§ 868. Other methods of procedure are as follows:—The supposed zinc sulphide (after being well washed) is collected in a porcelain dish, and dissolved in a few drops of sulphuric acid, filtered, nitric acid added, evaporated to dryness, and heated to destroy all organic matter. When cool, the mass is treated with water acidulated by sulphuric acid, and again filtered. The solution may contain iron as well as zinc, and if the former (on testing a drop with ferrocyanide of potash) appears in any quantity, it must be separated by the addition of ammonia in excess to the ammoniacal filtrate; sodic carbonate is added in excess, the liquid well boiled, and the precipitate collected on a filter and washed. The carbonate of zinc thus obtained is converted into zinc oxide by ignition, and weighed.

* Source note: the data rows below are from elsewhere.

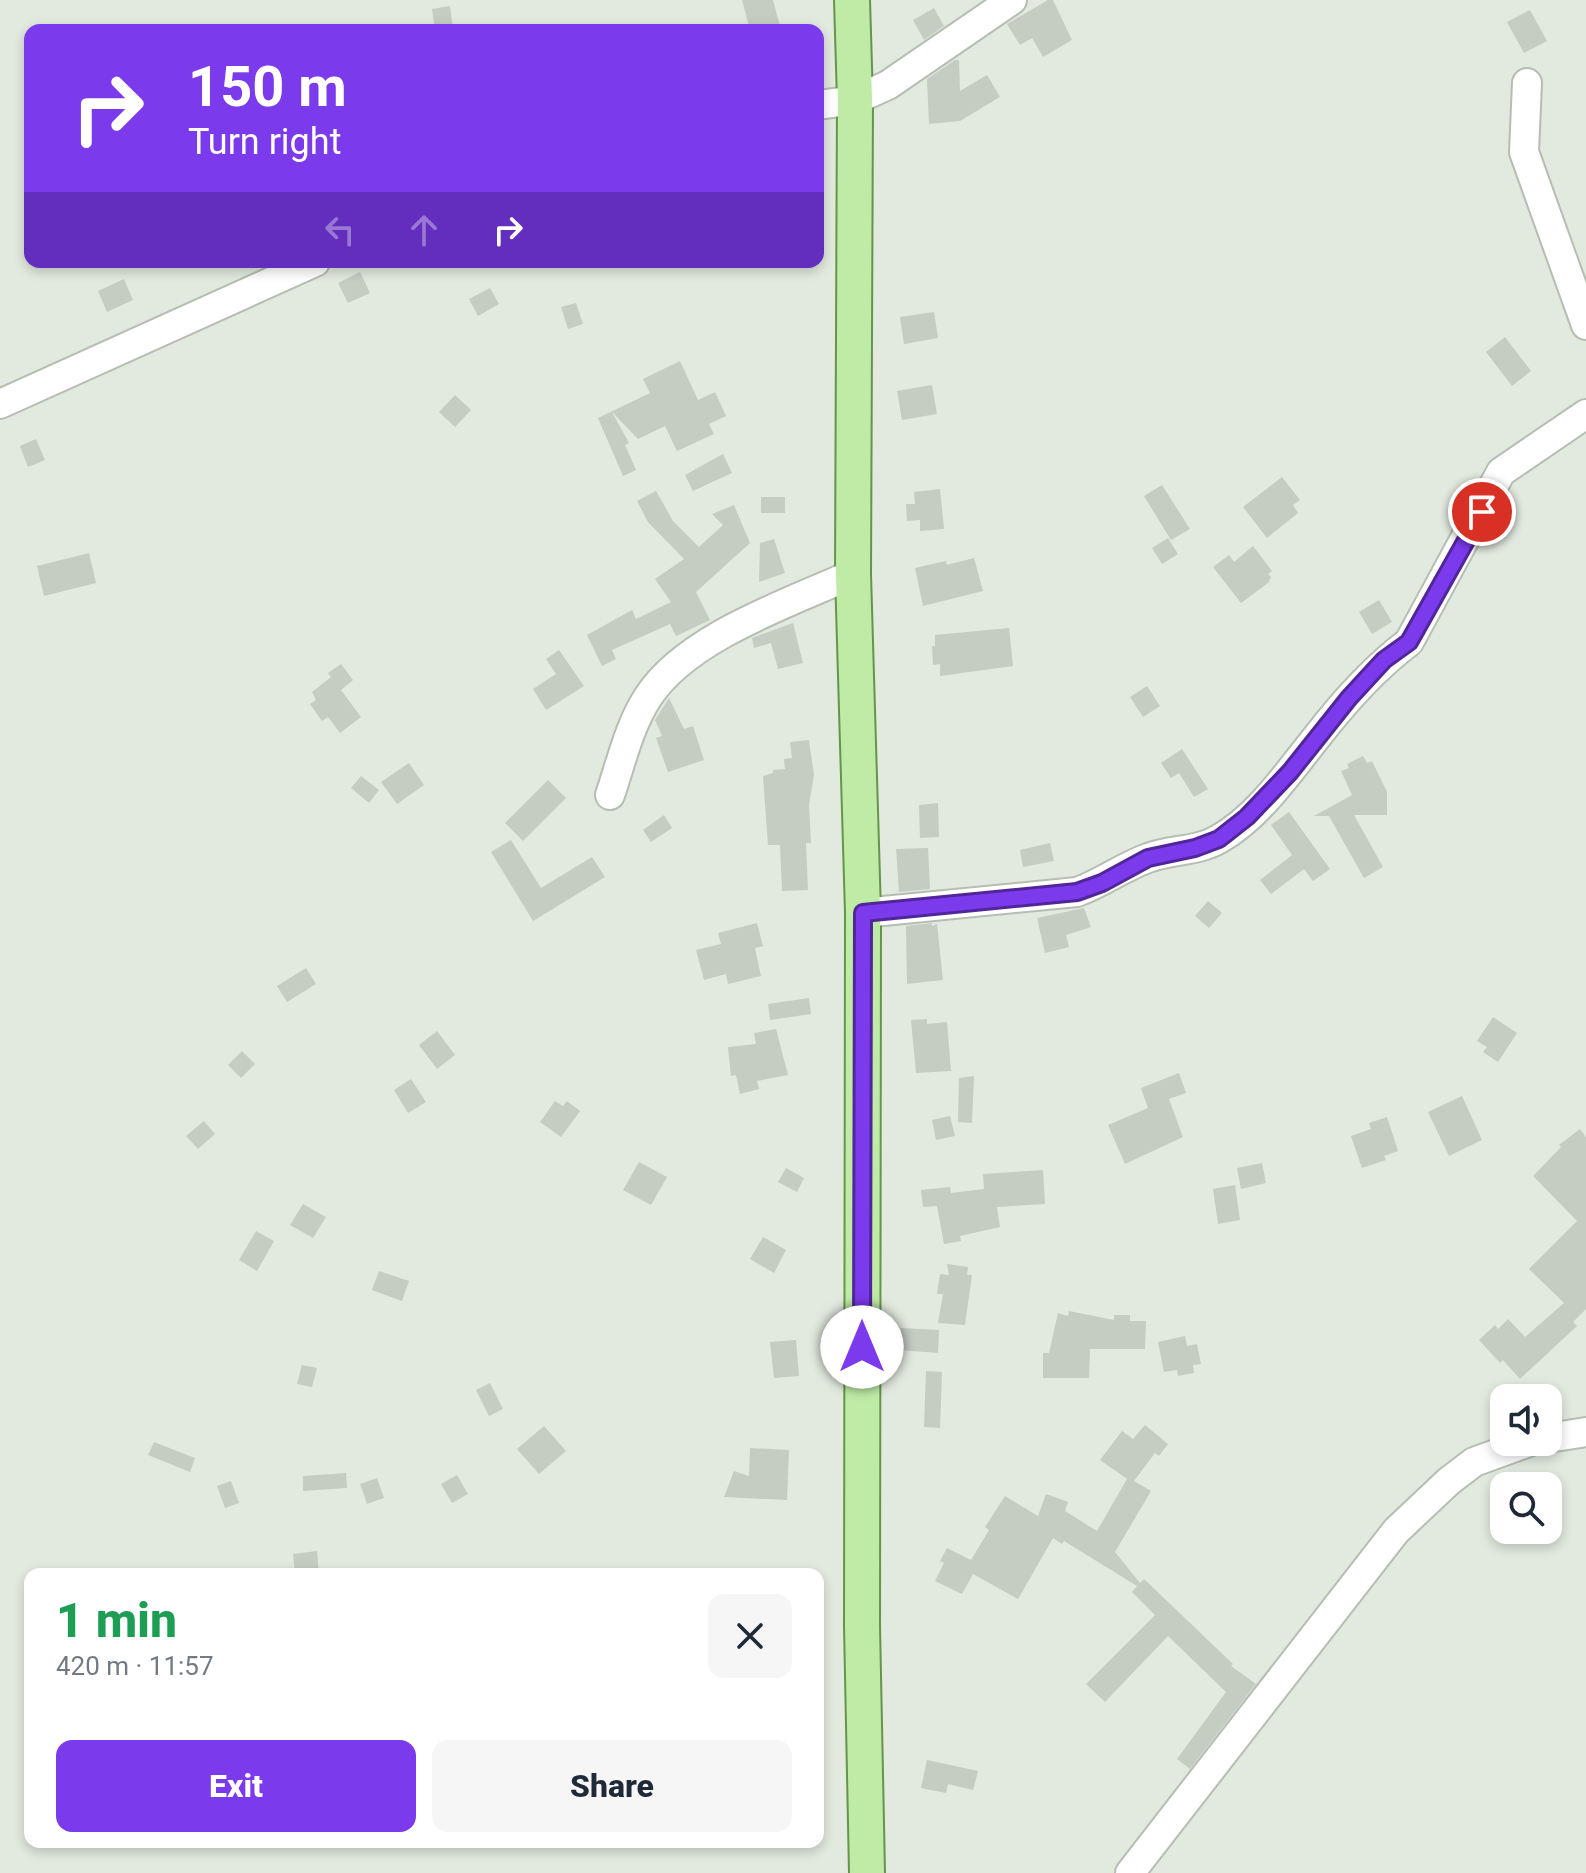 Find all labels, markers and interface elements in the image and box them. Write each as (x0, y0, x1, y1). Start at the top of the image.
text: 150 m (188, 54, 347, 120)
icon: right (56, 56, 160, 160)
text: Turn right (188, 121, 341, 163)
icon: left (318, 208, 362, 252)
icon: ahead (402, 208, 446, 252)
icon: right (486, 208, 530, 252)
pin (1448, 478, 1516, 546)
icon: arrive (1460, 490, 1504, 534)
position arrow (820, 1305, 904, 1389)
map controls (1490, 1384, 1562, 1544)
button: sound (1490, 1384, 1562, 1456)
button: search (1490, 1472, 1562, 1544)
text: 1 min (56, 1592, 177, 1649)
button: close (708, 1594, 792, 1678)
text: 420 m · 11:57 (56, 1651, 214, 1681)
button: Exit (56, 1740, 416, 1832)
button: Share (432, 1740, 792, 1832)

If oxide of zinc, it will be yellow when hot, white when cold: it will dissolve in acetic acid; give a white precipitate with sulphuretted hydrogen; and, finally, if heated on charcoal in the oxidising flame, and moistened with cobalt nitrate solution, a green colour will result. Zinc may also be separated from liquids by electrolysis. The simplest way is to place the fluid under examination in a platinum dish of sufficient size, acidify, and insert a piece of magnesium tape. The metallic film so obtained may be dissolved by hydrochloric acid, and the usual tests applied.

2. NICKEL—COBALT.

§ 869. The salts of nickel and cobalt have at present no toxicological importance, although, from the experiments of Anderson Stuart,[955] both may be classed as poisonous. The experiments of Gmelin had, prior to Stuart’s researches, shown that nickel sulphate introduced into the stomach acted as an irritant poison, and, if introduced into the blood, caused death by cardiac paralysis. Anderson Stuart, desiring to avoid all local irritant action, dissolved nickel carbonate in acid citrate of soda by the aid of a gentle heat; he then evaporated the solution, and obtained a glass which, if too alkaline, was neutralised by citric acid, until its reaction approximated to the feeble alkalinity of the blood; the cobalt salt was produced in the same way. The animals experimented on were frogs, fish, pigeons, rats, guinea-pigs, rabbits, cats, and dogs—in all 200. The lethal dose of nickelous oxide, when subcutaneously injected in the soluble compound described, was found to be as follows:—frogs, ·08 grm. per kilogram; pigeons, ·06; guinea-pigs, ·030; rats, ·025; cats, ·01; rabbits, ·009; and dogs, ·007. The cobaltous oxide was found to be much less active, requiring the above doses to be increased about two-thirds. In other respects, its physiological action seems to be very similar to that of nickelous oxide.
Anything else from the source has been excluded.